HDACs Discovered to Create New Protein Modifications Beyond Removing Acetyl Groups

This groundbreaking study reveals that histone deacetylases (HDACs) have a dual function beyond their well-known role in gene regulation. While HDACs are famous for removing acetyl groups from histones, researchers discovered they can also catalyze the addition of β-hydroxybutyrate modifications to proteins.

The research team investigated how β-hydroxybutyrate, a ketone body that accumulates during fasting and low-carb diets, gets attached to proteins.

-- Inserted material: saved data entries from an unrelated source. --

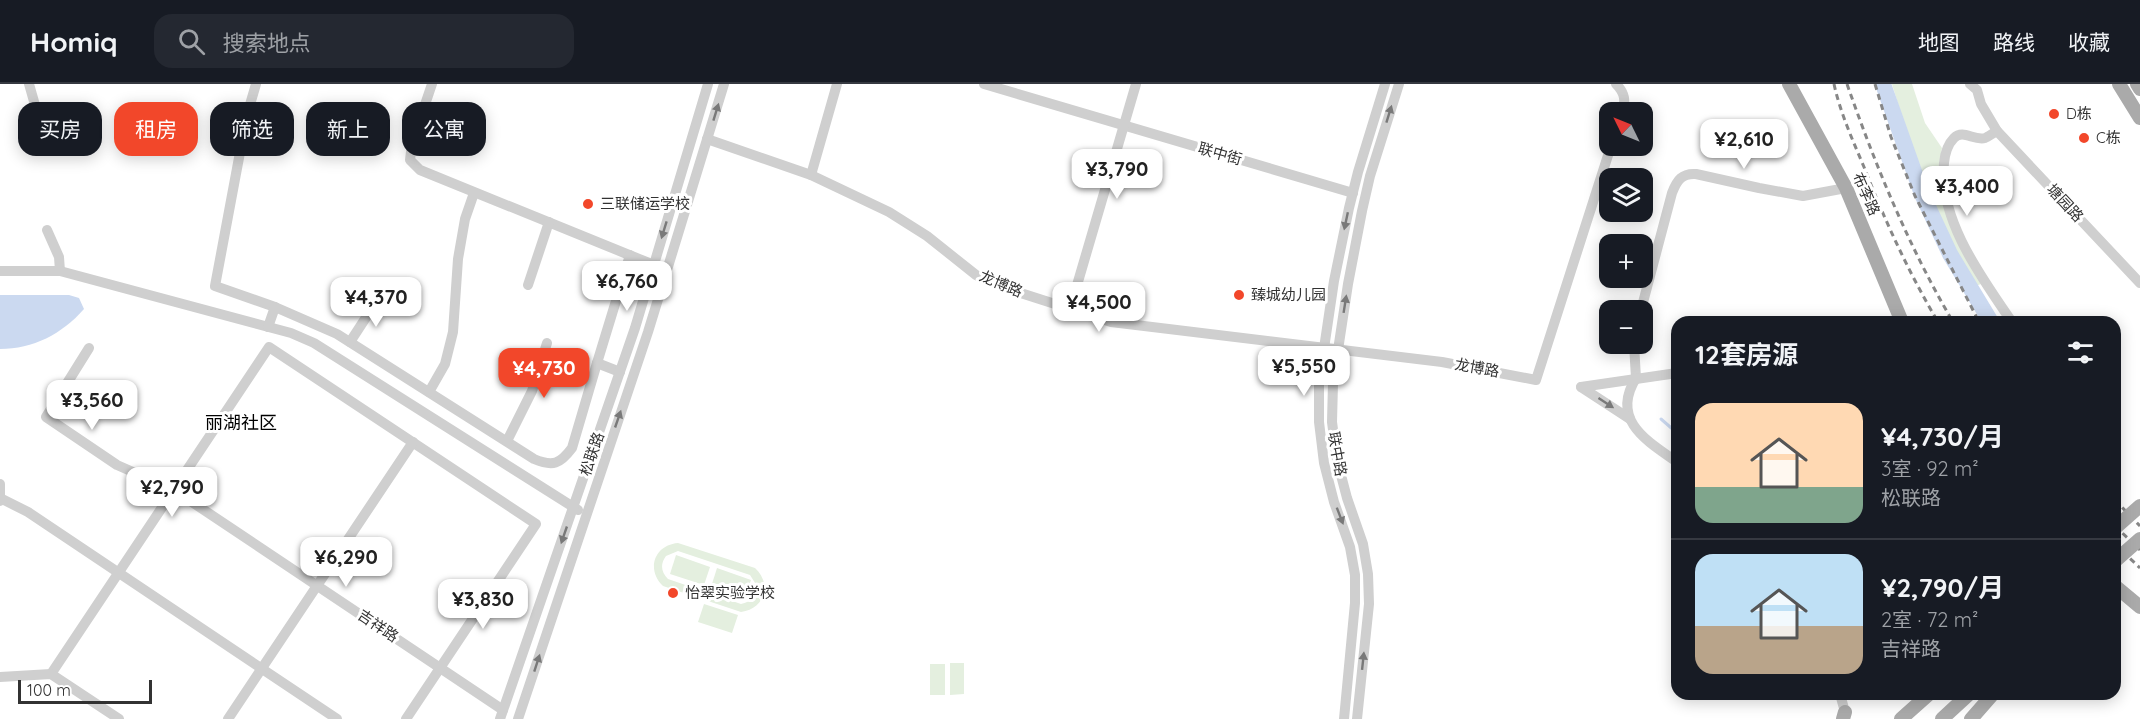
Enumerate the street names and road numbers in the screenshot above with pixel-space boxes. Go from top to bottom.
street label: 联中街 [1196,138,1244,169]
street label: 布李路 [1849,169,1884,218]
street label: 塘园路 [2043,180,2088,226]
street label: 龙博路 [977,266,1026,301]
street label: 龙博路 [1453,354,1501,381]
street label: 松联路 [575,429,608,478]
street label: 联中路 [1324,430,1351,478]
street label: 吉祥路 [354,605,402,646]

They found that class I HDACs unexpectedly catalyze this process, creating lysine β-hydroxybutyrylation modifications through a condensation reaction between lysine amino groups and β-hydroxybutyrate's carboxylic acid.

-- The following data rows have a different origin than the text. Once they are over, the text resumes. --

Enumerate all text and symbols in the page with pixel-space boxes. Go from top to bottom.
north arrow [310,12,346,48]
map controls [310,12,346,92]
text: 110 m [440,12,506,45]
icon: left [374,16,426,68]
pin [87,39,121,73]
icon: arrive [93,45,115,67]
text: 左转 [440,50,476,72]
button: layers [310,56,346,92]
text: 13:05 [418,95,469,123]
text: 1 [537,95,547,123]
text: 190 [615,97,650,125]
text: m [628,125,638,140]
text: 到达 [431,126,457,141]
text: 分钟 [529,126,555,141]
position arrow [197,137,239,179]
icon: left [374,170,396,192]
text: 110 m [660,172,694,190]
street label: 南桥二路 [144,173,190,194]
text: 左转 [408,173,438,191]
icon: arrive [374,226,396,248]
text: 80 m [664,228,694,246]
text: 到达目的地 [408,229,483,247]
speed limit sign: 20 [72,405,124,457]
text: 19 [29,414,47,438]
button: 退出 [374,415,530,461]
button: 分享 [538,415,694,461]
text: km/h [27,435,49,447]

Mutational analysis revealed that the same active site amino acids required for traditional deacetylation are also essential for this newly discovered acylation activity. This suggests HDACs evolved as versatile enzymes capable of both adding and removing protein modifications based on metabolic conditions.

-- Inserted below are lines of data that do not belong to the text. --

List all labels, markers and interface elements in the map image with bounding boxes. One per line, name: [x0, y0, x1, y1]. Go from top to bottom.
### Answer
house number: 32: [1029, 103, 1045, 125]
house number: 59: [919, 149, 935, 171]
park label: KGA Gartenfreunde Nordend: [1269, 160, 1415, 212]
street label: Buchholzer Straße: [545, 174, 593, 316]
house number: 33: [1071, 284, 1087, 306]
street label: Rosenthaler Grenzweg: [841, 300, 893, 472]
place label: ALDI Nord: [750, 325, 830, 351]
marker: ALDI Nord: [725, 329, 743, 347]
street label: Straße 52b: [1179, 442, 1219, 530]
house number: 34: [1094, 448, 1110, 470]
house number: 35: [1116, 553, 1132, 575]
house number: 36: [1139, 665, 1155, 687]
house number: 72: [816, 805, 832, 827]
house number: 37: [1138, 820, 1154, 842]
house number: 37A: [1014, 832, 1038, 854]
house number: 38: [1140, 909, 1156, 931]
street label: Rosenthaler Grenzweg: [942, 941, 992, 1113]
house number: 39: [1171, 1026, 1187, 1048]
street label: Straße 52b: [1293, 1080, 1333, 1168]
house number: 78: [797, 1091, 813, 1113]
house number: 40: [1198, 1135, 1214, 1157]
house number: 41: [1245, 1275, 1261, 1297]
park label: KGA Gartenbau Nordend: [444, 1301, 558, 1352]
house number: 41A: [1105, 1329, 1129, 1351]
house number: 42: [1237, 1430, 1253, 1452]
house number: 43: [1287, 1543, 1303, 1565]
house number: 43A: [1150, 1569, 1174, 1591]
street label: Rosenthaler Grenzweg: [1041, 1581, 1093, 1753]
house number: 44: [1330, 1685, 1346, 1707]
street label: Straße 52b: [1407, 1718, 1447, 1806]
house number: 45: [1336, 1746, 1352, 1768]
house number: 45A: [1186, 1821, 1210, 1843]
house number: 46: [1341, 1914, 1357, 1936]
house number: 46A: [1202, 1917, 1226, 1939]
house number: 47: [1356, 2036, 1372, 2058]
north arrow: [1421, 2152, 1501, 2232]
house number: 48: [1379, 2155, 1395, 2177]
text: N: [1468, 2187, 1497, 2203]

The implications extend beyond β-hydroxybutyrate, as researchers demonstrated this mechanism works with multiple short-chain fatty acids. This creates a direct link between cellular metabolism and protein function, potentially explaining how dietary changes influence gene expression and cellular behavior at the molecular level.

This discovery opens new avenues for understanding how metabolic states like ketosis affect cellular function and may inform therapeutic approaches targeting HDAC activity.